#### Collected data entries:
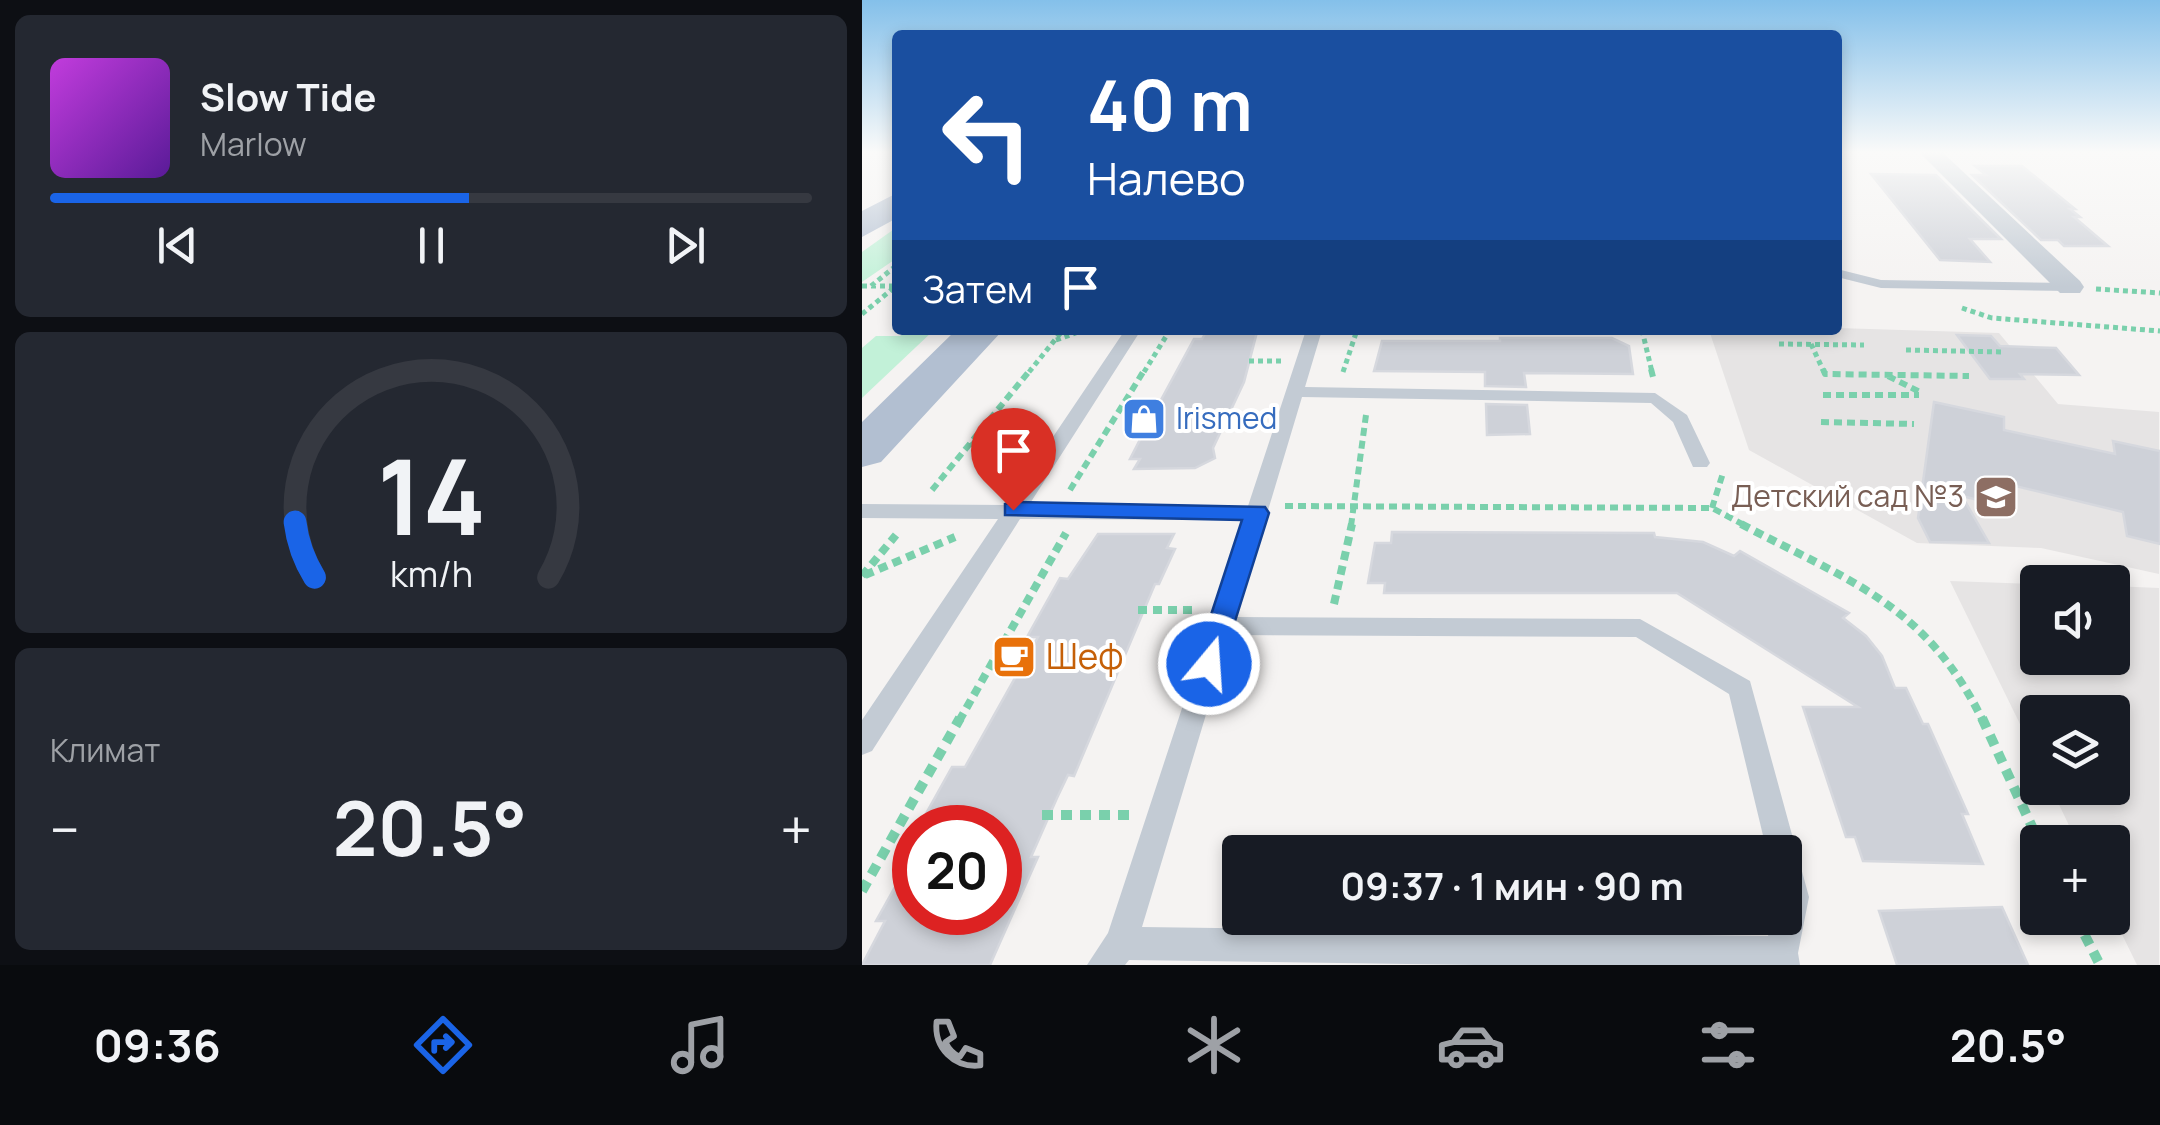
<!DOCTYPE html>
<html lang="ru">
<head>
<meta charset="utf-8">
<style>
  :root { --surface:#171b24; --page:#242831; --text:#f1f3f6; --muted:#9ea1a6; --line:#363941; --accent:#1a64e7 }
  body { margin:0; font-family:Manrope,sans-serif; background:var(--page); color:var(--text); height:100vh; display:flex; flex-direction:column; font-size:38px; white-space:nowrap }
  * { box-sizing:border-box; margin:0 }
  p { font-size:32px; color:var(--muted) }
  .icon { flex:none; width:55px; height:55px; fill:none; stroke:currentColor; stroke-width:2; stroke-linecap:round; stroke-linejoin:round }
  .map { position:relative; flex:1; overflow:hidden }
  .sheet { display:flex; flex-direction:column; gap:15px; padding:15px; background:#0d0f14; width:862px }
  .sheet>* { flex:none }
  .top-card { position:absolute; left:30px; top:30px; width:950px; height:305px; border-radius:10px; box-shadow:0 5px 15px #0003; background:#1a4fa0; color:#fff; overflow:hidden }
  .controls { position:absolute; left:1158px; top:565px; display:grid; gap:20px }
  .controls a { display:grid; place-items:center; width:110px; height:110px; border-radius:10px; background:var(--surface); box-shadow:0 5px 15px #0003; font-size:50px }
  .speed { position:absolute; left:30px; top:805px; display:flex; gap:20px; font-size:50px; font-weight:700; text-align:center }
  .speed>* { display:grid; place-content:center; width:130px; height:130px; border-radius:50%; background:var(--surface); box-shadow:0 5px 15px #0003; line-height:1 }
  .speed .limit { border:15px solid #d22; background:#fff; color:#111 }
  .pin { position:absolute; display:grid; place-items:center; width:85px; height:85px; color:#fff; margin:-102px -42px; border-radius:50% 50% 50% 0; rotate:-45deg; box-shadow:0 0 10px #0007 }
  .pin .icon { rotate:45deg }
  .me { position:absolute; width:110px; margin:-55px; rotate:18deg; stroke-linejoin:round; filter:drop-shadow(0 0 8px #0008) }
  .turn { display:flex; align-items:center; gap:35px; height:210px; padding:0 30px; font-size:45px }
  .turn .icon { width:130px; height:130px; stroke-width:2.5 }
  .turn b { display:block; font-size:70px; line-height:85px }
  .then { display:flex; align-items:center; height:95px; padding:0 30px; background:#0003; gap:20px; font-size:38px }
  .big { font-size:75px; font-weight:700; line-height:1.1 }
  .sheet .tile { flex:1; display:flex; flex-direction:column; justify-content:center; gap:15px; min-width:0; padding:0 35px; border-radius:15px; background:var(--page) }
  .sheet .dial { align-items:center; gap:0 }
  .dial svg { height:260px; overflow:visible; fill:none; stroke:var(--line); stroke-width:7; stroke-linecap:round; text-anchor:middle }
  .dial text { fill:var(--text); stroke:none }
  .song { display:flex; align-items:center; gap:30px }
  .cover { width:120px; height:120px; border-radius:15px; background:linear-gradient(135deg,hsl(290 70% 55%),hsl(270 70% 35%)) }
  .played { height:10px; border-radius:5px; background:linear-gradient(90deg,var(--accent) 55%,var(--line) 55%) }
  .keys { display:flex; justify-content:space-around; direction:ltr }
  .heat { display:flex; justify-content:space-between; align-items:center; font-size:55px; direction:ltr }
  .trip { position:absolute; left:360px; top:835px; width:580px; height:100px; border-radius:10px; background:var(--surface); box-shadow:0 5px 15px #0003; font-weight:700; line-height:100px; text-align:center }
  .menu { display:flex; height:160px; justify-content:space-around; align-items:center; background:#090b0e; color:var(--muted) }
  .menu .icon { width:70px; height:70px }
  .menu .selected { color:var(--accent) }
  .menu b { font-size:45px; color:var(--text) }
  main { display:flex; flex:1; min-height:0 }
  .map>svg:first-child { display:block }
</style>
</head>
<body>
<main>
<section class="sheet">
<div class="tile">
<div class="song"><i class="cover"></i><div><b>Slow Tide</b><p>Marlow</p></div></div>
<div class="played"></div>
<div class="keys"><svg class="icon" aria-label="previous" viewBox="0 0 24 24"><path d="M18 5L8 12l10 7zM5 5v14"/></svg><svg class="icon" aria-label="pause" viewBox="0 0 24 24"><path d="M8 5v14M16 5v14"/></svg><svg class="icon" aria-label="next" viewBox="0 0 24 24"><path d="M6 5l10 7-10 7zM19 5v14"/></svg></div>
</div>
<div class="tile dial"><svg viewBox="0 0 100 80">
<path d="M14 69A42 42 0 1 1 86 69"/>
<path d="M14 69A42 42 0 0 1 8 52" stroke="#1a64e7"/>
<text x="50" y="56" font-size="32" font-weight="700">14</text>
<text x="50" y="72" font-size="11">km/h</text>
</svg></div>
<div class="tile"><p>Климат</p>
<div class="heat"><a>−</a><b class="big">20.5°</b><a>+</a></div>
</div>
</section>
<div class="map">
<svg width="1298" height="965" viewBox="0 0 1298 965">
  <rect width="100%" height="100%" fill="#f5f3f2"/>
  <path fill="#e6e4e4" d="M 975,328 L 1137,333 L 1196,404 L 1297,412 L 1297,574 L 1179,548 L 1055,543 L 887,450 L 847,330 Z
    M 1088,581 L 1175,584 L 1175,658 L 1250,658 L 1250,586 L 1297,588 L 1297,965 L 1275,965 L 1250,914 L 1250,842 L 1215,842 L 1189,788 L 1250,788 L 1250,712 L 1175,712 L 1175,759 Z"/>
  <path fill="#c2f1d8" d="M 35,227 L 35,258 L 0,282 L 0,252 Z
    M 45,330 L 72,330 L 0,398 L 0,348 L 14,336 L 38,336 Z"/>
  <path fill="#ced1d8" stroke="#d6d8de" stroke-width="2.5" d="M 1113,166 L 1160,166 L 1213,209 L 1208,209 L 1218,217 L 1212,217 L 1246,246 L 1202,246 L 1196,240 L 1179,240 L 1110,175 L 1124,175 Z
    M 1009,174 L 1074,175 L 1139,239 L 1108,239 L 1128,262 L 1078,260 Z
    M 344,332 L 395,332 L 382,382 L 351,448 L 353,458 L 333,468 L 272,469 L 278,459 L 268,459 L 287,422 L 332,339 L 340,339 Z
    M 1095,335 L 1129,336 L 1138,346 L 1194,348 L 1217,375 L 1158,374 L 1162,379 L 1128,379 Z
    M 638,338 L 750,338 L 767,346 L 771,374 L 662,373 L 664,387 L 623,386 L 623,372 L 512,371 L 520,341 L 638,341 Z
    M 1072,402 L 1142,417 L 1142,430 L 1253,454 L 1251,441 L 1298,451 L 1298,544 L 1265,536 L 1261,512 L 1141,483 L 1140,506 L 1100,496 L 1127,543 L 1068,542 L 1056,518 Z
    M 624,404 L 665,405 L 668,434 L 625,435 Z
    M 530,532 L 792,533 L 793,537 L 841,542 L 872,556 L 878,551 L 987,613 L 981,618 L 1004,636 L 1020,656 L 1033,688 L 1044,688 L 1061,724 L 1066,724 L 1106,814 L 1100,814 L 1121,864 L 1001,861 L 993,837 L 984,837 L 941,707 L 996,707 L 815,593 L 522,593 L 523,583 L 506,583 L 513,543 L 529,543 Z
    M 236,534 L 312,534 L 305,548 L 313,549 L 297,584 L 293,584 L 212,776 L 206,775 L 195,798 L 169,857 L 176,857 L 128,965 L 0,965 L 23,921 L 14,921 L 52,853 L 52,912 L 138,912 L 138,828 L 56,828 L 90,767 L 103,767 L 176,637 L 165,637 L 198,578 L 206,579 Z
    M 1140,907 L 1166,965 L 1035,965 L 1017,911 Z"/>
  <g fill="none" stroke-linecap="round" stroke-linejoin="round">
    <path stroke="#7ad0ac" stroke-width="5" stroke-dasharray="5 4" stroke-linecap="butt" d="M 0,286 L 34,286
      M 9,286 L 35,265
      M 1234,289 L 1298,293
      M 1100,308 L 1130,318 L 1298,331
      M 0,314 L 34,286
      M 780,330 L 790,372
      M 194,340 L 222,330
      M 917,344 L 1002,345
      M 949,344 L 962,372
      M 1044,350 L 1142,352
      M 387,361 L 421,361
      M 167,372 L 201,330
      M 282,372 L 308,330
      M 481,372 L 495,330"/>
    <path stroke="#7ad0ac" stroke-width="6" stroke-dasharray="8 5" stroke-linecap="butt" d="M 789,369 L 791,377
      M 961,369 L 963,374 L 1107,376
      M 1026,376 L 1060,393
      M 961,395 L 1057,395
      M 959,422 L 1052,424
      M 359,427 L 398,427
      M 109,442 L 144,483
      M 70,490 L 169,369
      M 208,490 L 283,369
      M 423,506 L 850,508 L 884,526
      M 850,508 L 861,473
      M 489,526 L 504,415"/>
    <path stroke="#7ad0ac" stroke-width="8" stroke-dasharray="9 6" stroke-linecap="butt" d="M 879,524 C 987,581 1064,604 1121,721
      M 3,575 L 93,537
      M 0,576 L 34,535
      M 472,604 L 490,524
      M 276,610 L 335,610
      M 97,721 L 204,533"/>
    <path stroke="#7ad0ac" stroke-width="10" stroke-dasharray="11 8" stroke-linecap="butt" d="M 1120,718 L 1177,842
      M 180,815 L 269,815
      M 0,891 L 98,718
      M 1214,918 L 1238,965"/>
    <path fill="#c3cbd4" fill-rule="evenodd" d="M 975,269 L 1019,280 L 1208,283 L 1215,287 L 1208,291 L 1019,288 L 975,277 Z
      M 263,330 L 279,330 L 167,505 L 386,506 L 444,330 L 460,330 L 443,387 L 793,393 L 825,415 L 848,463 L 845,467 L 831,467 L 811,422 L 789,403 L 440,397 L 374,617 L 778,619 L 888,681 L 947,897 L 936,953 L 938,965 L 613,965 L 267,960 L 263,965 L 225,965 L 246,933 L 382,520 L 158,519 L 10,751 L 0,755 L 0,720 L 136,519 L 0,518 L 0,504 L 145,505 ZM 368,635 L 774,637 L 867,694 L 905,852 L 922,852 L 922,918 L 910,918 L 906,936 L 280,927 Z"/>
    <path fill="#c3cbd4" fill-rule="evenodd" d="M 1057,152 L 1080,152 L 1218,281 L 1222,287 L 1218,293 L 1198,293 Z"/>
    <path fill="#b2bfd1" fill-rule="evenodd" d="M 35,193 L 35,218 L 0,237 L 0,211 Z
      M 94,330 L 141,330 L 19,462 L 0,467 L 0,422 Z"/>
  </g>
  <linearGradient id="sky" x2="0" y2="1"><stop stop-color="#84c0ea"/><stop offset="0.53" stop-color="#fafaf9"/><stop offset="1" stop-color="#fafaf9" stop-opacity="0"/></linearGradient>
  <rect width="1298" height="287" fill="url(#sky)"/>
  <path fill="#1a64e7" stroke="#114196" stroke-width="2.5" d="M 151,502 L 403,507 L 407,513 L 357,672 L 337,672 L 333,664 L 380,520 L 143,515 L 143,504 Z"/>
  <defs>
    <symbol id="shop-square" viewBox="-11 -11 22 22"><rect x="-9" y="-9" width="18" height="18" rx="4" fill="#3f7fe0" stroke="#fff"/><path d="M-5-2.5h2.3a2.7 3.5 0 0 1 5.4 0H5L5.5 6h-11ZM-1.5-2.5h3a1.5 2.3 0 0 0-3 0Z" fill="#fff"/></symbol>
    <symbol id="school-square" viewBox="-11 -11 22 22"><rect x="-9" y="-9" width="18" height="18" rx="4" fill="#8d6e63" stroke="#fff"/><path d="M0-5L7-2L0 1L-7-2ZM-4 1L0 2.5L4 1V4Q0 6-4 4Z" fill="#fff"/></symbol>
    <symbol id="cafe-square" viewBox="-11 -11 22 22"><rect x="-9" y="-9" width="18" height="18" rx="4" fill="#e8710a" stroke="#fff"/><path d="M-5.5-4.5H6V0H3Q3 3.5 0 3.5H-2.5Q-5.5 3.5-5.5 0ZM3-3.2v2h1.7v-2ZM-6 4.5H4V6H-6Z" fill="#fff"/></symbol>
  </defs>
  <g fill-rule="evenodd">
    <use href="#shop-square" x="257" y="394" width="50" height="50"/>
    <use href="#school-square" x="1109" y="472" width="50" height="50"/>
    <use href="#cafe-square" x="127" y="632" width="50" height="50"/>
  </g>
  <g text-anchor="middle" stroke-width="8" stroke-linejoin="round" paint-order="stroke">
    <g font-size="30" fill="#366cbe" stroke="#fff" text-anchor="start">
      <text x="314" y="429">Irismed</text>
    </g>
    <g font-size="30" fill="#785e54" stroke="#fff" text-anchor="end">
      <text x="1102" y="507">Детский сад №3</text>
    </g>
    <g font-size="35" fill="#c56008" stroke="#fff" text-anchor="start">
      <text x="184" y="669">Шеф</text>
    </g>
  </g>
</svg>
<div class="controls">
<a><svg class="icon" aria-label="sound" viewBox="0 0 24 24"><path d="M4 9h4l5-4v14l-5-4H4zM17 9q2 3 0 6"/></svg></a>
<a><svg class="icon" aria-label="layers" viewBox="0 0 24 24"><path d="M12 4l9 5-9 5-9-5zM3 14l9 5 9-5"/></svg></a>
<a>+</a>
</div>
<div class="speed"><div class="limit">20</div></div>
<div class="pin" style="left:151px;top:510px;background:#d93025"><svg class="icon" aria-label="arrive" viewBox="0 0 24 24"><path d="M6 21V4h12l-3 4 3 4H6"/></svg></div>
<svg class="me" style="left:347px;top:664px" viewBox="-20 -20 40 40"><circle r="17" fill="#1a64e7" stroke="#fff" stroke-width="3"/><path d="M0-11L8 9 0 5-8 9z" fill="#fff"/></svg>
<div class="trip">09:37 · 1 мин · 90 m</div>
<div class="top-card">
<div class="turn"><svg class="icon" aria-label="left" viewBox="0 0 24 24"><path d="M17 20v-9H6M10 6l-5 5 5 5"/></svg><div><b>40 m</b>Налево</div></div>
<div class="then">Затем<svg class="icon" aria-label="arrive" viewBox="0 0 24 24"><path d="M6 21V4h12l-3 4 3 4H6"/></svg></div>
</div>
</div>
</main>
<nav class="menu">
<b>09:36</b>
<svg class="icon selected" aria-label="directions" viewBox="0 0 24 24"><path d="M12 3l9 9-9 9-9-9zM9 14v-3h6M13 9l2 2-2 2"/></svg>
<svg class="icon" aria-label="music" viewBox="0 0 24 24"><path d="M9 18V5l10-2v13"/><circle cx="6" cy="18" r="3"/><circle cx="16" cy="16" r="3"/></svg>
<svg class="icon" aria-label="phone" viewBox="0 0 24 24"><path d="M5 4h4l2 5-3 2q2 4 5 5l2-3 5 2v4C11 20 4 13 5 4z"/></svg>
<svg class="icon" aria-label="climate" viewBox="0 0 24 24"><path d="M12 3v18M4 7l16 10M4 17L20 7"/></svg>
<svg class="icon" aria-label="car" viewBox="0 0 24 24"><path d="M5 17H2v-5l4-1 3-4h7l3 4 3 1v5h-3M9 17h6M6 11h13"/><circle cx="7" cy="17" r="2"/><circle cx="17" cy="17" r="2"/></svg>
<svg class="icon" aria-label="filters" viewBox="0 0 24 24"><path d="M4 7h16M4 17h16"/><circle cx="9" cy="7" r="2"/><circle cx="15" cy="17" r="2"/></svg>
<b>20.5°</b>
</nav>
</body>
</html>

#### Try it:
What you give back must match the lines from the start of the records through the line that contains "display:grid; place-items:center; width:110px;", exactly, with the pictures left out.

#### Solution to this exercise:
<!DOCTYPE html>
<html lang="ru">
<head>
<meta charset="utf-8">
<style>
  :root { --surface:#171b24; --page:#242831; --text:#f1f3f6; --muted:#9ea1a6; --line:#363941; --accent:#1a64e7 }
  body { margin:0; font-family:Manrope,sans-serif; background:var(--page); color:var(--text); height:100vh; display:flex; flex-direction:column; font-size:38px; white-space:nowrap }
  * { box-sizing:border-box; margin:0 }
  p { font-size:32px; color:var(--muted) }
  .icon { flex:none; width:55px; height:55px; fill:none; stroke:currentColor; stroke-width:2; stroke-linecap:round; stroke-linejoin:round }
  .map { position:relative; flex:1; overflow:hidden }
  .sheet { display:flex; flex-direction:column; gap:15px; padding:15px; background:#0d0f14; width:862px }
  .sheet>* { flex:none }
  .top-card { position:absolute; left:30px; top:30px; width:950px; height:305px; border-radius:10px; box-shadow:0 5px 15px #0003; background:#1a4fa0; color:#fff; overflow:hidden }
  .controls { position:absolute; left:1158px; top:565px; display:grid; gap:20px }
  .controls a { display:grid; place-items:center; width:110px; height:110px; border-radius:10px; background:var(--surface); box-shadow:0 5px 15px #0003; font-size:50px }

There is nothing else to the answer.